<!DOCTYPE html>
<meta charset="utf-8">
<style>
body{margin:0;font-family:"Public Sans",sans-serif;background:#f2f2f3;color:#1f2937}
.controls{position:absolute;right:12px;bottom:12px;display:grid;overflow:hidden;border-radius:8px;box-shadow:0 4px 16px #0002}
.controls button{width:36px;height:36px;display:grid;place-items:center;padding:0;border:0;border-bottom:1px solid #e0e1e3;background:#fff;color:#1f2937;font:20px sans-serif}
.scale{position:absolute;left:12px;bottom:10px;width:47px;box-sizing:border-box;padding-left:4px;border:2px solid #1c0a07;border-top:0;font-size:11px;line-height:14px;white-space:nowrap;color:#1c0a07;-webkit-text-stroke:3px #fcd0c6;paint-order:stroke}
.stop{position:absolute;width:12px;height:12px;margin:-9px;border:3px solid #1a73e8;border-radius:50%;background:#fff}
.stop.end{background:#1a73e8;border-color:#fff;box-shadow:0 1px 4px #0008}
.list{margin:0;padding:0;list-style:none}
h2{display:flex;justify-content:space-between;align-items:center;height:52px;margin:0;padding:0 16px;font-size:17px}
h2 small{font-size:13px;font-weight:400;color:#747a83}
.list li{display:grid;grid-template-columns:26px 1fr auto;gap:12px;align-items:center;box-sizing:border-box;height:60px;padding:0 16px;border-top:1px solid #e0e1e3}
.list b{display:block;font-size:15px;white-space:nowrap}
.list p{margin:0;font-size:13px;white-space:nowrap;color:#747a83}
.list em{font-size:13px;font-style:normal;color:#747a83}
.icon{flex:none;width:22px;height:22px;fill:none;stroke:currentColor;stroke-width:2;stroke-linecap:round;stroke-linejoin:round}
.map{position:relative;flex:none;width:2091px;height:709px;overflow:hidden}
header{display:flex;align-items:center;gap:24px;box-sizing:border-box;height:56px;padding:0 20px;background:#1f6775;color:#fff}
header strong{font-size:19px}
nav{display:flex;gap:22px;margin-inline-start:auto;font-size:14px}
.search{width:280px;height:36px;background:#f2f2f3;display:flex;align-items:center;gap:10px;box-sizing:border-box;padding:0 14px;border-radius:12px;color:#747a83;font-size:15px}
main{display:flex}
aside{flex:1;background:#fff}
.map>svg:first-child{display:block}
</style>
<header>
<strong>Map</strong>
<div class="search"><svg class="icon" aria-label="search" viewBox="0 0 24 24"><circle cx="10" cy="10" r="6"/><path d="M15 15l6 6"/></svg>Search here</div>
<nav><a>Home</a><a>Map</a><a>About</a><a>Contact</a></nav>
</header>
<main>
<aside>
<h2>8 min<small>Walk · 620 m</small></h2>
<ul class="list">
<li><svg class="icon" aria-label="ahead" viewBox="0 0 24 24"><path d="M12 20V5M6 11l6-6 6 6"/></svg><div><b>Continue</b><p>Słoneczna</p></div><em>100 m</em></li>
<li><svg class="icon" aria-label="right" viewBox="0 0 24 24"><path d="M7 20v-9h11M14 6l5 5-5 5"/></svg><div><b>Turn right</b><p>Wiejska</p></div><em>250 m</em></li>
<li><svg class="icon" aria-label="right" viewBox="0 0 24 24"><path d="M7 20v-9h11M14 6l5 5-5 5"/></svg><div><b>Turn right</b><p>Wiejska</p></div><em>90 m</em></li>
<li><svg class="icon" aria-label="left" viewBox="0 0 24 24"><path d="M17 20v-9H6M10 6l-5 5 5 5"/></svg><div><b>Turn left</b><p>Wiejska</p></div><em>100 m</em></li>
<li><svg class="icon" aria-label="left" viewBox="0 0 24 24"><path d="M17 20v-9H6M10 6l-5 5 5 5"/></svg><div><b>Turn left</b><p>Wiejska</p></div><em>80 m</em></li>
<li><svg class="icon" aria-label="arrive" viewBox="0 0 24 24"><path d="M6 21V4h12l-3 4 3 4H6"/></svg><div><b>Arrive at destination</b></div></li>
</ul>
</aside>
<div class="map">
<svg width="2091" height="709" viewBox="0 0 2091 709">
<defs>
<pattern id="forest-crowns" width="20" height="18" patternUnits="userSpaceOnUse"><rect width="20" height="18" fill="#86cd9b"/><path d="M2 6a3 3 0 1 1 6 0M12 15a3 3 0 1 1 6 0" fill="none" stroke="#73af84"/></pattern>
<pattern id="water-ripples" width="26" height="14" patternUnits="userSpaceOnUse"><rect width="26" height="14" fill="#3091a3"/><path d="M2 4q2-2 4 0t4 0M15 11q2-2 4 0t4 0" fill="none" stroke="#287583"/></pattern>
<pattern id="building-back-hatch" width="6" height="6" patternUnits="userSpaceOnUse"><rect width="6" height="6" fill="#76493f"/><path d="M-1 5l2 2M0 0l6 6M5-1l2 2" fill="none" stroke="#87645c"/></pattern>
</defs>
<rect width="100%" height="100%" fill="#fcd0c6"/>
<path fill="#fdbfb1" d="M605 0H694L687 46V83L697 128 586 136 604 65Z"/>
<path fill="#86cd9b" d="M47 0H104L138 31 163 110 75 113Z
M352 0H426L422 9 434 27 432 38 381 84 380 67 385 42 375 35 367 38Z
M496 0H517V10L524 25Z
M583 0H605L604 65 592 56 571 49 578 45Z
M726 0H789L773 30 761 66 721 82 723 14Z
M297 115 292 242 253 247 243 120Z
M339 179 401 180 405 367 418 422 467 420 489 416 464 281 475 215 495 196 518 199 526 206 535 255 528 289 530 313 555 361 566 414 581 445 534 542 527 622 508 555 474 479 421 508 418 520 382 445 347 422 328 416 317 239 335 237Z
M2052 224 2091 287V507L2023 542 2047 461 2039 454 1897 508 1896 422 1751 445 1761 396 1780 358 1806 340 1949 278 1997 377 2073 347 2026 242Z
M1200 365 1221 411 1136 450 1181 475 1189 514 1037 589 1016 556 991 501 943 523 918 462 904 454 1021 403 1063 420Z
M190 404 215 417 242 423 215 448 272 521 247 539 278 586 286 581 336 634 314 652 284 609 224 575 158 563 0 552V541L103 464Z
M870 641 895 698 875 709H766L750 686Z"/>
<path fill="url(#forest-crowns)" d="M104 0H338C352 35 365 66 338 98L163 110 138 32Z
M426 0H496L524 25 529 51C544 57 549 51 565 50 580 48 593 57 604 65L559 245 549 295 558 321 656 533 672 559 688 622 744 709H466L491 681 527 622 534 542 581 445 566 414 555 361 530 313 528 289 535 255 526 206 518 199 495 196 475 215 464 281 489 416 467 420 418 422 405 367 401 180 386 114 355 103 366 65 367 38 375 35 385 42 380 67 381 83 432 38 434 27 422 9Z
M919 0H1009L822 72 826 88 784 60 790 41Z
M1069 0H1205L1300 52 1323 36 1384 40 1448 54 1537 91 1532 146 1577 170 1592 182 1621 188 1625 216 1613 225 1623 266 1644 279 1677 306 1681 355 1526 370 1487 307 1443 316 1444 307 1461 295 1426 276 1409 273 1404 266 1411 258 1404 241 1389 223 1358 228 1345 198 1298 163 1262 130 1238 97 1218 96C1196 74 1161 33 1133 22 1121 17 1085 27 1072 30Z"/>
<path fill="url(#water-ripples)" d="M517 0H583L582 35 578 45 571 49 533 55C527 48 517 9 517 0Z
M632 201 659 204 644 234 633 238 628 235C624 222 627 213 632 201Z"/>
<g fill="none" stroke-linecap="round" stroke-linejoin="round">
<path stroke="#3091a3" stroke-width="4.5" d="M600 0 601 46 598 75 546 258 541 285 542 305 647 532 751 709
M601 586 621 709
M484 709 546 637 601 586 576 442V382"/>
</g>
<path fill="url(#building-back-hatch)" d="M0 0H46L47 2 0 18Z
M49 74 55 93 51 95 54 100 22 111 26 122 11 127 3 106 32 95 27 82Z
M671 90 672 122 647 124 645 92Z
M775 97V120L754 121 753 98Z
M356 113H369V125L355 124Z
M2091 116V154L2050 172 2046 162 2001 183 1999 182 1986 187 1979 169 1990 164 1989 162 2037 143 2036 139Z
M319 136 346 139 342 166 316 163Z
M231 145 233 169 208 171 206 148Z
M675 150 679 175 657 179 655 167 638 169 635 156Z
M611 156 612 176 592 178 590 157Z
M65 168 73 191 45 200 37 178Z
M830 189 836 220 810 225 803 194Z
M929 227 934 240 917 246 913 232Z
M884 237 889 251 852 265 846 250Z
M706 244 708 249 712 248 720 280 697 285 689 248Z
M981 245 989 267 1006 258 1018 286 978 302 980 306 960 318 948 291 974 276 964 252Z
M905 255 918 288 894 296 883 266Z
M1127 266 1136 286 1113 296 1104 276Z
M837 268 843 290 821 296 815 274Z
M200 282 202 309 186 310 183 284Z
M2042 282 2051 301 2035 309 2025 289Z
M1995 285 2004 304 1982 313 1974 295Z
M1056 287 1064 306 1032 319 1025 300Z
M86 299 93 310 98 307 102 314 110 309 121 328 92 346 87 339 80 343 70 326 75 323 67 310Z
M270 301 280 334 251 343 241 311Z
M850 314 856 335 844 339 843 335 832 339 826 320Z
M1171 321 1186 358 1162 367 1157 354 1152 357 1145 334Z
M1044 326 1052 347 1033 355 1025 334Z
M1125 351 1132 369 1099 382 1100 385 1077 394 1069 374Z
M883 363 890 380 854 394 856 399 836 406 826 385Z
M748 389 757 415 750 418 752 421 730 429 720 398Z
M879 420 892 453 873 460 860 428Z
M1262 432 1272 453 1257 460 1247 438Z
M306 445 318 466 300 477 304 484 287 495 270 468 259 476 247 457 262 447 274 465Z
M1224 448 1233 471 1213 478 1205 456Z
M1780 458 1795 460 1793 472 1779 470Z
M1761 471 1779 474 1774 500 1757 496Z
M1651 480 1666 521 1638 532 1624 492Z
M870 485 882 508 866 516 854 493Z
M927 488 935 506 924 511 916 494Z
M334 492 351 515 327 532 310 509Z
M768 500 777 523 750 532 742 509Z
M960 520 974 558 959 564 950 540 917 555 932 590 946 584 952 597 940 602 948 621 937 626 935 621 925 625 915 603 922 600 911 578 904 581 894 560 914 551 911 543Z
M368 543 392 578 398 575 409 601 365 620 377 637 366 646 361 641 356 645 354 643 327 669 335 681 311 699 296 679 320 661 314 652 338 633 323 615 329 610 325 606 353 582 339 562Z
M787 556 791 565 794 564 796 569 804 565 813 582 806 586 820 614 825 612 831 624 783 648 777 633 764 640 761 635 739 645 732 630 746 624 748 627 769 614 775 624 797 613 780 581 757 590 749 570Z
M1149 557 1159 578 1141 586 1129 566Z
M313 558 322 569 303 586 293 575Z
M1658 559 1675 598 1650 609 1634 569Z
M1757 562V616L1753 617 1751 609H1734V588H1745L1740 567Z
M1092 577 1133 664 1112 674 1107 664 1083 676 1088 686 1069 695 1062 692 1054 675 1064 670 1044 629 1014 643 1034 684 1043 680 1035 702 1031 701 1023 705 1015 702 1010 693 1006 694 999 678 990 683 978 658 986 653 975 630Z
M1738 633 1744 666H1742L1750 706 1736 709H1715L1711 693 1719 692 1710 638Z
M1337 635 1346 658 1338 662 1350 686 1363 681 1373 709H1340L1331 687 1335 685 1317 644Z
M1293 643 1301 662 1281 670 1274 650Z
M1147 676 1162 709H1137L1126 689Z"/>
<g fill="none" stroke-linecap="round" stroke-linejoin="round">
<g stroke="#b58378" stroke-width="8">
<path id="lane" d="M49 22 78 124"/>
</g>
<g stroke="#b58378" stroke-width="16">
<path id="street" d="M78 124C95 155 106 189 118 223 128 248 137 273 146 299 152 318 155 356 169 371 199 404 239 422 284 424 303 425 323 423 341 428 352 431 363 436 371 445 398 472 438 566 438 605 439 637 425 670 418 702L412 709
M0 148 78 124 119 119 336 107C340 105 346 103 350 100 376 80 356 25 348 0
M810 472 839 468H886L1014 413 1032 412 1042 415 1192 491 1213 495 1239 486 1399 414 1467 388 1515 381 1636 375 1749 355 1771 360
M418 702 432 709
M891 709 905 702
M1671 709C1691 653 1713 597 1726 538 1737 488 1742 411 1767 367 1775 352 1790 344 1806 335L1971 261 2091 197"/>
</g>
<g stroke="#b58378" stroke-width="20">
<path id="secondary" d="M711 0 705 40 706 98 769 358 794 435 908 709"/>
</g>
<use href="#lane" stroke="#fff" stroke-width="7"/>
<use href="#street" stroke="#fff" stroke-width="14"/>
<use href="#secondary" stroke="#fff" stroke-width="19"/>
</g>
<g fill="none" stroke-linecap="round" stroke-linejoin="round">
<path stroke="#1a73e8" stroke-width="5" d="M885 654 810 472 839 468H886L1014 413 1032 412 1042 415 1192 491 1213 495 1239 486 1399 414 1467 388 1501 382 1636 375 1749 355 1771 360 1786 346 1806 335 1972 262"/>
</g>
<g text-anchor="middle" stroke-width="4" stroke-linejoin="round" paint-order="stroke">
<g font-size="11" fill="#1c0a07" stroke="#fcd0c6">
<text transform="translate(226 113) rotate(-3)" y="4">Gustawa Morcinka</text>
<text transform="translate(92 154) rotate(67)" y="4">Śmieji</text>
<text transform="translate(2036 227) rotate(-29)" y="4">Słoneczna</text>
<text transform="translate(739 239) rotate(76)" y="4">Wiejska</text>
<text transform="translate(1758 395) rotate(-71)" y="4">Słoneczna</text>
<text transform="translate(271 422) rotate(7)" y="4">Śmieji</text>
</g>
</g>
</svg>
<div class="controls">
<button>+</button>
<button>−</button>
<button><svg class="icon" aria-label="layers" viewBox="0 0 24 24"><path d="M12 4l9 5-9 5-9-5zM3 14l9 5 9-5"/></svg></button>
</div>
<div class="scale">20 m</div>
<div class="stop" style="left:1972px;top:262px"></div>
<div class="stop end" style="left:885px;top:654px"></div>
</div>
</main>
^^^^^^^^
Your instructions —
Your job is to copy out every line from the records above that has the word "list".

Final answer —
.list{margin:0;padding:0;list-style:none}
.list li{display:grid;grid-template-columns:26px 1fr auto;gap:12px;align-items:center;box-sizing:border-box;height:60px;padding:0 16px;border-top:1px solid #e0e1e3}
.list b{display:block;font-size:15px;white-space:nowrap}
.list p{margin:0;font-size:13px;white-space:nowrap;color:#747a83}
.list em{font-size:13px;font-style:normal;color:#747a83}
<ul class="list">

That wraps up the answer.